-- Available records follows --

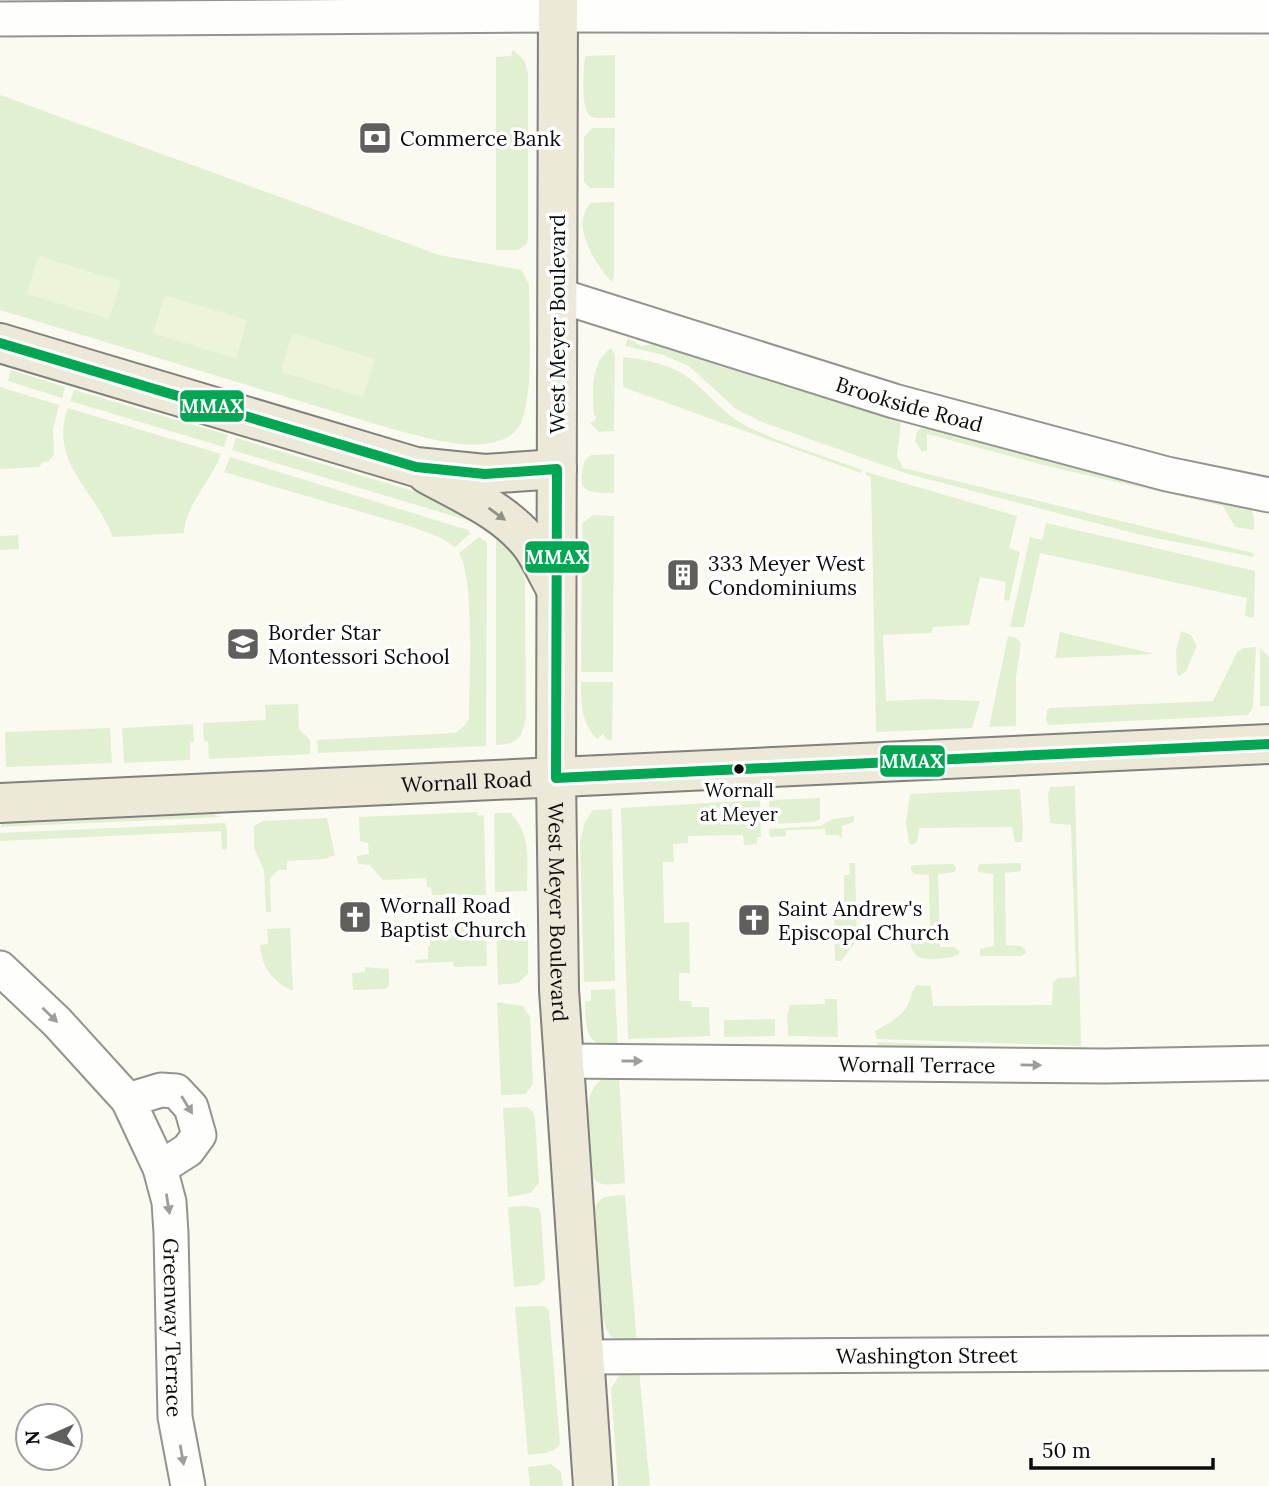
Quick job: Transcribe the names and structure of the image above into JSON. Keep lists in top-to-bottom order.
{
  "streets": {
    "main road": ["West Meyer Boulevard", "Wornall Road"],
    "street": [
      "Brookside Road",
      "Wornall Terrace",
      "Greenway Terrace",
      "Washington Street"
    ]
  },
  "crossings": [
    ["West Meyer Boulevard", "Brookside Road"],
    ["West Meyer Boulevard", "Wornall Road"],
    ["West Meyer Boulevard", "Wornall Terrace"],
    ["West Meyer Boulevard", "Washington Street"]
  ],
  "one_way": ["Wornall Terrace", "Greenway Terrace"],
  "places": {
    "bank": ["Commerce Bank"],
    "building": ["333 Meyer West Condominiums"],
    "school or university": ["Border Star Montessori School"],
    "other": ["Wornall at Meyer"],
    "church": ["Wornall Road Baptist Church", "Saint Andrew's Episcopal Church"]
  },
  "lines": ["transit line MMAX"],
  "scale_bar": "50 m",
  "north": "left"
}
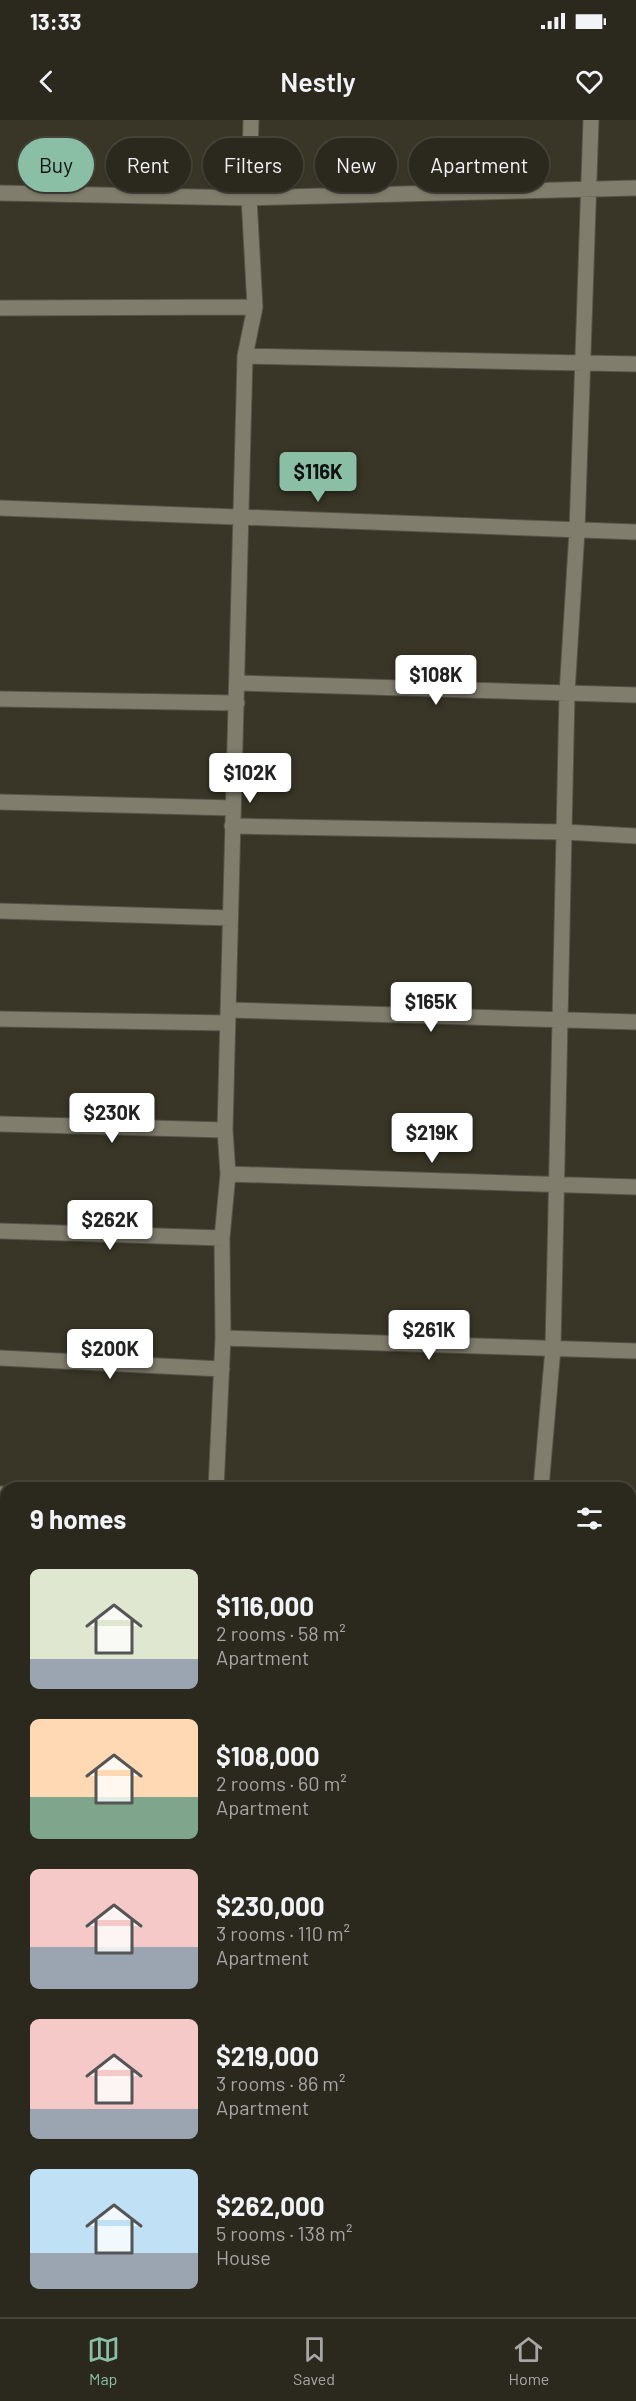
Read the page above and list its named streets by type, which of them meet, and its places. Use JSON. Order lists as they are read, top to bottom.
{
  "page": {
    "status": "13:33",
    "header": "Nestly",
    "chip": [
      "Buy",
      "Rent",
      "Filters",
      "New",
      "Apartment"
    ],
    "price": [
      "$116K",
      "$108K",
      "$102K",
      "$165K",
      "$230K",
      "$219K",
      "$262K",
      "$261K",
      "$200K"
    ],
    "heading": "9 homes",
    "list": [
      {
        "name": "$116,000",
        "note": "2 rooms · 58 m² · Apartment"
      },
      {
        "name": "$108,000",
        "note": "2 rooms · 60 m² · Apartment"
      },
      {
        "name": "$230,000",
        "note": "3 rooms · 110 m² · Apartment"
      },
      {
        "name": "$219,000",
        "note": "3 rooms · 86 m² · Apartment"
      },
      {
        "name": "$262,000",
        "note": "5 rooms · 138 m² · House"
      }
    ],
    "tabs": ["Map", "Saved", "Home"]
  }
}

-- Available records concluded --

Instructions to follow
What is needed here is an exact copy of every record, with the pictures left out.

Response to the exercise
Quick job: Transcribe the names and structure of the image above into JSON. Keep lists in top-to-bottom order.
{
  "streets": {
    "main road": ["West Meyer Boulevard", "Wornall Road"],
    "street": [
      "Brookside Road",
      "Wornall Terrace",
      "Greenway Terrace",
      "Washington Street"
    ]
  },
  "crossings": [
    ["West Meyer Boulevard", "Brookside Road"],
    ["West Meyer Boulevard", "Wornall Road"],
    ["West Meyer Boulevard", "Wornall Terrace"],
    ["West Meyer Boulevard", "Washington Street"]
  ],
  "one_way": ["Wornall Terrace", "Greenway Terrace"],
  "places": {
    "bank": ["Commerce Bank"],
    "building": ["333 Meyer West Condominiums"],
    "school or university": ["Border Star Montessori School"],
    "other": ["Wornall at Meyer"],
    "church": ["Wornall Road Baptist Church", "Saint Andrew's Episcopal Church"]
  },
  "lines": ["transit line MMAX"],
  "scale_bar": "50 m",
  "north": "left"
}
Read the page above and list its named streets by type, which of them meet, and its places. Use JSON. Order lists as they are read, top to bottom.
{
  "page": {
    "status": "13:33",
    "header": "Nestly",
    "chip": [
      "Buy",
      "Rent",
      "Filters",
      "New",
      "Apartment"
    ],
    "price": [
      "$116K",
      "$108K",
      "$102K",
      "$165K",
      "$230K",
      "$219K",
      "$262K",
      "$261K",
      "$200K"
    ],
    "heading": "9 homes",
    "list": [
      {
        "name": "$116,000",
        "note": "2 rooms · 58 m² · Apartment"
      },
      {
        "name": "$108,000",
        "note": "2 rooms · 60 m² · Apartment"
      },
      {
        "name": "$230,000",
        "note": "3 rooms · 110 m² · Apartment"
      },
      {
        "name": "$219,000",
        "note": "3 rooms · 86 m² · Apartment"
      },
      {
        "name": "$262,000",
        "note": "5 rooms · 138 m² · House"
      }
    ],
    "tabs": ["Map", "Saved", "Home"]
  }
}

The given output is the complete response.